OpenStack provides ingress filtering for the instances based on the concept of security groups. OpenStack accomplishes ingress filtering by creating suitable iptables rules. A Security Group is a named set of rules that get applied to the incoming packets for the instances. You can specify a security group while launching an instance. Each security group can have multiple rules associated with it. Each rule specifies the source IP/network, protocol type, destination ports etc. Any packet matching these parameters specified in a rule is allowed in. Rest of the packets are blocked.
A security group that does not have any rules associated with it causes blocking of all incoming traffic. The mechanism only provides ingress filtering and does not provide any egress filtering.

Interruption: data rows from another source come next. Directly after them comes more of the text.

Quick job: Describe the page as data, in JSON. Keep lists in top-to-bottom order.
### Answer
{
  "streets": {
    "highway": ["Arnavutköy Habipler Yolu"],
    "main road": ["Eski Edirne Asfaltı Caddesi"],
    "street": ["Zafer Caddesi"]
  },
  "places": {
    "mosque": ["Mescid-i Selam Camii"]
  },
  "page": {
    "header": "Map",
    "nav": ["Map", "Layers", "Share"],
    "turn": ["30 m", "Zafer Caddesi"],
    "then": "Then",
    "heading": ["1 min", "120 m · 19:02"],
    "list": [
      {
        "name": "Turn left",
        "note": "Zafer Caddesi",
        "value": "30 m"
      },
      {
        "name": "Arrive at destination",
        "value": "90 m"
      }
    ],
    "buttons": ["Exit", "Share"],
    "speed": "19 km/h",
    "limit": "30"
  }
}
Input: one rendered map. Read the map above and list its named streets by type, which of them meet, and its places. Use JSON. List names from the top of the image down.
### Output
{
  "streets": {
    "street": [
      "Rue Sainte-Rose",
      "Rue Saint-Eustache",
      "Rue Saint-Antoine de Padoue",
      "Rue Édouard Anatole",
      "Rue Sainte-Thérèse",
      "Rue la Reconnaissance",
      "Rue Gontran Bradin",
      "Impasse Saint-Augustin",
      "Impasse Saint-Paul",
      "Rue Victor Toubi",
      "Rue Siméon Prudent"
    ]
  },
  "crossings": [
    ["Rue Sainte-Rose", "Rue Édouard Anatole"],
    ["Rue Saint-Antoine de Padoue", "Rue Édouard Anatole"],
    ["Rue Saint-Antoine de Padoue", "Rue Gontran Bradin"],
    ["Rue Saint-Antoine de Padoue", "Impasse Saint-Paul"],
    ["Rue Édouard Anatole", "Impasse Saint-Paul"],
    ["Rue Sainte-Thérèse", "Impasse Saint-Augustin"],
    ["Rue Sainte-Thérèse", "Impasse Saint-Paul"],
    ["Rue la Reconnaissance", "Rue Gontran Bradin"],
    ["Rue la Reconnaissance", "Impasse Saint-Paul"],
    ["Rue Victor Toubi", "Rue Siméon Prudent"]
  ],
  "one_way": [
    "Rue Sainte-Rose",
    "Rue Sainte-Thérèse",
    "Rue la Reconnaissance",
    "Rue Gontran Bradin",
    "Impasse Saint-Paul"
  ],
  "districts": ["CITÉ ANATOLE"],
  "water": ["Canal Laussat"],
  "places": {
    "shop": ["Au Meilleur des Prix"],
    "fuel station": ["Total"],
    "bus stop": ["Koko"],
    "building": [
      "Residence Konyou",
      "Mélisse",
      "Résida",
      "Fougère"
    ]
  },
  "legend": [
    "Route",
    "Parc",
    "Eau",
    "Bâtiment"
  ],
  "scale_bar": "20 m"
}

As a result all outbound traffic is allowed. If you need to implement egress filtering, you will need to implement that inside the instance (during bundling process) using a firewall.
The OpenStack Dashboard lets you manage security groups and also let you specify a security group while launching an instance. You can also use commands like 'nova secgroup-add-rule' etc. for this purpose.
Here are a few nova commands to manage security groups.
Create a security group named "myservers".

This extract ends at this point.